Notre relation avec les plantes est – sans argument ! – l'un des facteurs les plus importants pour assurer l'avenir de la race humaine sur la planète Terre. Les botanistes – et tous ceux qui travaillent avec les plantes, c'est-à-dire la sélection, l'entretien, la récolte et la transformation des produits – sont donc dans une position unique parmi l'humanité*. Reconnaissant que la récente XIXème Congrès International de Botanique en Chine a publié La déclaration de Shenzhen on Sciences végétales, dont le noble objectif est « d'unir les sciences du végétal et la société pour construire une Terre verte et durable »**

La Déclaration a 7 priorités : « Devenir des scientifiques et des communautés de recherche responsables qui poursuivent les sciences végétales dans le contexte d'un monde en mutation ; Renforcer le soutien aux sciences végétales pour atteindre la durabilité mondiale ; Coopérer et s'intégrer à travers les nations et les régions et travailler ensemble à travers les disciplines et les cultures pour atteindre des objectifs communs ; Construire et utiliser de nouvelles technologies et de grandes plateformes de données pour accroître l'exploration et la compréhension de la nature ; Accélérer l'inventaire de la vie sur Terre pour une utilisation rationnelle de la nature et le bénéfice de l'humanité ; Valoriser, documenter et protéger les connaissances autochtones, traditionnelles et locales sur les plantes et la nature ; et, Engager le pouvoir du public avec le pouvoir des plantes grâce à une plus grande participation et sensibilisation, une éducation innovante et une science citoyenne ».

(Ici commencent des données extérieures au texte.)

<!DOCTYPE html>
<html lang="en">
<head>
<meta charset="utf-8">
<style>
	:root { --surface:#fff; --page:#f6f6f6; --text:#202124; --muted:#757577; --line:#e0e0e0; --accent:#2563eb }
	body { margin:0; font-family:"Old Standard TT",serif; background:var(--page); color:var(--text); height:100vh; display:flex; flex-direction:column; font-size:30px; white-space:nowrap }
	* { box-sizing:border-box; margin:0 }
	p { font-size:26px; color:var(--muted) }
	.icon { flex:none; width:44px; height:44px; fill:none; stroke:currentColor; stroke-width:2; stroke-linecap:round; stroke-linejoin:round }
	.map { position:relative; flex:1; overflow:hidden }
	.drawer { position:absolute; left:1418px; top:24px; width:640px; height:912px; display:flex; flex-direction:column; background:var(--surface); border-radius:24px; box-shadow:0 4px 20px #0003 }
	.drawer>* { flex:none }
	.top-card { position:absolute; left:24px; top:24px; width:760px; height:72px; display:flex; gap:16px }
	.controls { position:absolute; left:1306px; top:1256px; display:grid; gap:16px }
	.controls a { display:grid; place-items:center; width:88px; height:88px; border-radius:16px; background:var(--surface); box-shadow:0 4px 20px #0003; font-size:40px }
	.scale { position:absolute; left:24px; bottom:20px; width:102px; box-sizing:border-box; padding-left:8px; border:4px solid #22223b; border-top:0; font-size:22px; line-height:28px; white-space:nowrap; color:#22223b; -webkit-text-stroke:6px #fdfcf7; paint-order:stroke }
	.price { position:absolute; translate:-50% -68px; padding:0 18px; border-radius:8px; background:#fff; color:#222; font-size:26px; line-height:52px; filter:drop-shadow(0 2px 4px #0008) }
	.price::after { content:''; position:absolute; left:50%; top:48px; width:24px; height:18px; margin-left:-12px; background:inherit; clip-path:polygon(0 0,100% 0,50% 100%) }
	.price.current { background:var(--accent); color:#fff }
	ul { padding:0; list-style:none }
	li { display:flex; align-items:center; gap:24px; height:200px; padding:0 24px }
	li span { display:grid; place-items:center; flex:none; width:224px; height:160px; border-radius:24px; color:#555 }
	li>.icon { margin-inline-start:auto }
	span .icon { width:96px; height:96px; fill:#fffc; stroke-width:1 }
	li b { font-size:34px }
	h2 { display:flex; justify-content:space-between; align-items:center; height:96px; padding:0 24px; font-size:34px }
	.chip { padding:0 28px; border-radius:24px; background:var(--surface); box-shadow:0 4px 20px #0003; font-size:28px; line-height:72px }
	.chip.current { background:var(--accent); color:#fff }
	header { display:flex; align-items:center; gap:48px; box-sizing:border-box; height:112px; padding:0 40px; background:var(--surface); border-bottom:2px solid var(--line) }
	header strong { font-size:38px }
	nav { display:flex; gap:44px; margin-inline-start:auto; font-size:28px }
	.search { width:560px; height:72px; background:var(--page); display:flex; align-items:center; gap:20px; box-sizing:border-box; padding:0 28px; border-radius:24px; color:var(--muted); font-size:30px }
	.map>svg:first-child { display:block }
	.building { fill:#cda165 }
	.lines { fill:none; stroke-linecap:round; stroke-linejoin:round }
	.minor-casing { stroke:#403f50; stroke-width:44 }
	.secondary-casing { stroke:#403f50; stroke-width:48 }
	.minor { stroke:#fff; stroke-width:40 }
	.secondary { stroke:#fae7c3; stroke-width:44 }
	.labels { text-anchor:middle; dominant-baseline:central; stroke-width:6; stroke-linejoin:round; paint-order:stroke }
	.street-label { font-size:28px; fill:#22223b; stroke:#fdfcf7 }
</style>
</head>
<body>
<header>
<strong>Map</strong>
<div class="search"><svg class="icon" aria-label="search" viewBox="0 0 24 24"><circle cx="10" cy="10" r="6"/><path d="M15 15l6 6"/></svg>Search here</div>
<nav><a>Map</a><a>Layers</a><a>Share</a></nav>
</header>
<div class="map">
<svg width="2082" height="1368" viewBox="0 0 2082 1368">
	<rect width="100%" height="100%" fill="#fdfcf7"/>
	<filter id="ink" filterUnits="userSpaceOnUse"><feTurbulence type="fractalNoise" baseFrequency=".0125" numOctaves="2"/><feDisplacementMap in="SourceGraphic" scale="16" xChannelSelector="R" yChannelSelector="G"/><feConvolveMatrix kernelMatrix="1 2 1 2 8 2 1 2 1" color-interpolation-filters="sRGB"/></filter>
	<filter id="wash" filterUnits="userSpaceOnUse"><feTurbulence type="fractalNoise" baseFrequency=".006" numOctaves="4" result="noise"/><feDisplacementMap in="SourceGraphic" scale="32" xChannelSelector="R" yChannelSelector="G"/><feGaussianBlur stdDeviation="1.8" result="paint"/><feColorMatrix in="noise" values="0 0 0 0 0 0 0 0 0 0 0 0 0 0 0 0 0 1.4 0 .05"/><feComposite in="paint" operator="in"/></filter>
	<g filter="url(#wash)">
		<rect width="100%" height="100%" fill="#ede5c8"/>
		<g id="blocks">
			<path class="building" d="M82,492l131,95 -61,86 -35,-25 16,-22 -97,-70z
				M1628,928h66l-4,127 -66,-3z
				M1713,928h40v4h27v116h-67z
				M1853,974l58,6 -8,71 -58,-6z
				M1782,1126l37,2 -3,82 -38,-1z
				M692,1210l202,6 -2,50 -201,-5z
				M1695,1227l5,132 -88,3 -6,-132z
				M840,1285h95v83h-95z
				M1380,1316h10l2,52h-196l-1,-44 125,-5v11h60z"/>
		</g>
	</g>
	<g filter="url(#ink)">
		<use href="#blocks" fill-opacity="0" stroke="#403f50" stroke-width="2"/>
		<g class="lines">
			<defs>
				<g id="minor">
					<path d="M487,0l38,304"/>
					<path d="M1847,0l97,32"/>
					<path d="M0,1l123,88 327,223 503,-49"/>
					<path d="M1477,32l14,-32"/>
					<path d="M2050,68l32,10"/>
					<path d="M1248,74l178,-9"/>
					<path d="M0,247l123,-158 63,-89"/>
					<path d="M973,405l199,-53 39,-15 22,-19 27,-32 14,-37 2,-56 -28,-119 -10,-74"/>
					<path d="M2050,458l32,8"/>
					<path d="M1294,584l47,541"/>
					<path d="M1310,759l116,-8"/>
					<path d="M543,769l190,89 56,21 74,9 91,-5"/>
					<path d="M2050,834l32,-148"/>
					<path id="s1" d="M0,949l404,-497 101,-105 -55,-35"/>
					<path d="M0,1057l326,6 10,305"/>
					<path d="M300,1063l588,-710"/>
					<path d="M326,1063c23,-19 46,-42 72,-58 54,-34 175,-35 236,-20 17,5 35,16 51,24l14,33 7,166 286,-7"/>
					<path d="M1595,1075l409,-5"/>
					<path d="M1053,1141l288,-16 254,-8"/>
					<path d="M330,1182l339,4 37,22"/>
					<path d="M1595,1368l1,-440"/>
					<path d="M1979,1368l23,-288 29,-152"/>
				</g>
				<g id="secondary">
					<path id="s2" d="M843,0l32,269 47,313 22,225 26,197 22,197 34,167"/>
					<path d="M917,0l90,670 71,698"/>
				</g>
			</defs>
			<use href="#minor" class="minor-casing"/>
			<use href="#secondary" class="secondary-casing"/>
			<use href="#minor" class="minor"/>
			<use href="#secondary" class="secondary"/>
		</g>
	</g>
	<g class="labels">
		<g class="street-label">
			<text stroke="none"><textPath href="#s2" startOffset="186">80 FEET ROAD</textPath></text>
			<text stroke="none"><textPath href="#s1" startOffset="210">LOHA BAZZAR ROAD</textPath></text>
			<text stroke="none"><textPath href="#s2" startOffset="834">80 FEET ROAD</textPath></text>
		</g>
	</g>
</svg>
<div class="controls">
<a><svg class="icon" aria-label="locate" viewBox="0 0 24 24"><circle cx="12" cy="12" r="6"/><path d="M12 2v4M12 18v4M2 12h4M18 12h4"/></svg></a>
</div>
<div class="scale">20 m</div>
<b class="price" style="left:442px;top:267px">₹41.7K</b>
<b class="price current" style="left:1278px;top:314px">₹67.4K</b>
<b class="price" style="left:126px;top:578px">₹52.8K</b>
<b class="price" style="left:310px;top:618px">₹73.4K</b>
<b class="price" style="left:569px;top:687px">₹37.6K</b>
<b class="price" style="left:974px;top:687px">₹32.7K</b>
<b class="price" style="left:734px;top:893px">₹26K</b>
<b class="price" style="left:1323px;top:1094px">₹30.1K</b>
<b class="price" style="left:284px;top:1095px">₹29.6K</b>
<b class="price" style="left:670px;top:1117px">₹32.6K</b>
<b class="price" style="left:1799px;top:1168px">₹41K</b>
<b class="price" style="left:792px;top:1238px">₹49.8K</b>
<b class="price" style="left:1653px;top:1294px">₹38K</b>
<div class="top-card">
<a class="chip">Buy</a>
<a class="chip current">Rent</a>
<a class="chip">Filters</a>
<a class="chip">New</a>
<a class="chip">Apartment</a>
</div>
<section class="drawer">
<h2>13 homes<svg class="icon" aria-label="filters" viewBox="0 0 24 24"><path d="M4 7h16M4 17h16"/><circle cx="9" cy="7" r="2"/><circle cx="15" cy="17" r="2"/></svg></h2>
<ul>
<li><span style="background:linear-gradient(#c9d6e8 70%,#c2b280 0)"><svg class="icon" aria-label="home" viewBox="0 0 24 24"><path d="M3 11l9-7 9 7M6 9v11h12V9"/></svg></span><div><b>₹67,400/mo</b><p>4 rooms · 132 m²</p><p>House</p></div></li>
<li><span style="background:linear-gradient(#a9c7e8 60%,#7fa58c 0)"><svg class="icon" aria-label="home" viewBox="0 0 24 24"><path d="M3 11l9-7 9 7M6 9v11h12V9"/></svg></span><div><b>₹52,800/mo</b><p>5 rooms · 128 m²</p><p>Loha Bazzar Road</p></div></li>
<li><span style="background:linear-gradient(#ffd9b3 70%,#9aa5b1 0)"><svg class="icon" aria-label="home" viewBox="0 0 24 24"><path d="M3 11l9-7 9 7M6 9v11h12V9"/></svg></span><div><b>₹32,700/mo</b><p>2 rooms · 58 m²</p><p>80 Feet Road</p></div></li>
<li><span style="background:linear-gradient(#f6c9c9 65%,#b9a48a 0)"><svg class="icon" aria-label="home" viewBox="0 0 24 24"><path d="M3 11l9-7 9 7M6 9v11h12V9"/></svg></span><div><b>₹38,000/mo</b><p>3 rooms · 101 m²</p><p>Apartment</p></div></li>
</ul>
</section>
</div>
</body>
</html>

Je doute qu'un individu soucieux des plantes soit en désaccord avec l'une de ces aspirations. Cependant, comme mon patron [Ed. – oui, même Mr Cuttings répond à une 'haute autorité'…], Pat Heslop-Harrison (rédacteur en chef de Annals of Botany, et professeur de cytogénétique moléculaire et de biologie cellulaire à l'Université de Leicester (Royaume-Uni)) l'a souligné, il existe rien dans cette déclaration sur l'enseignement supérieur et technique.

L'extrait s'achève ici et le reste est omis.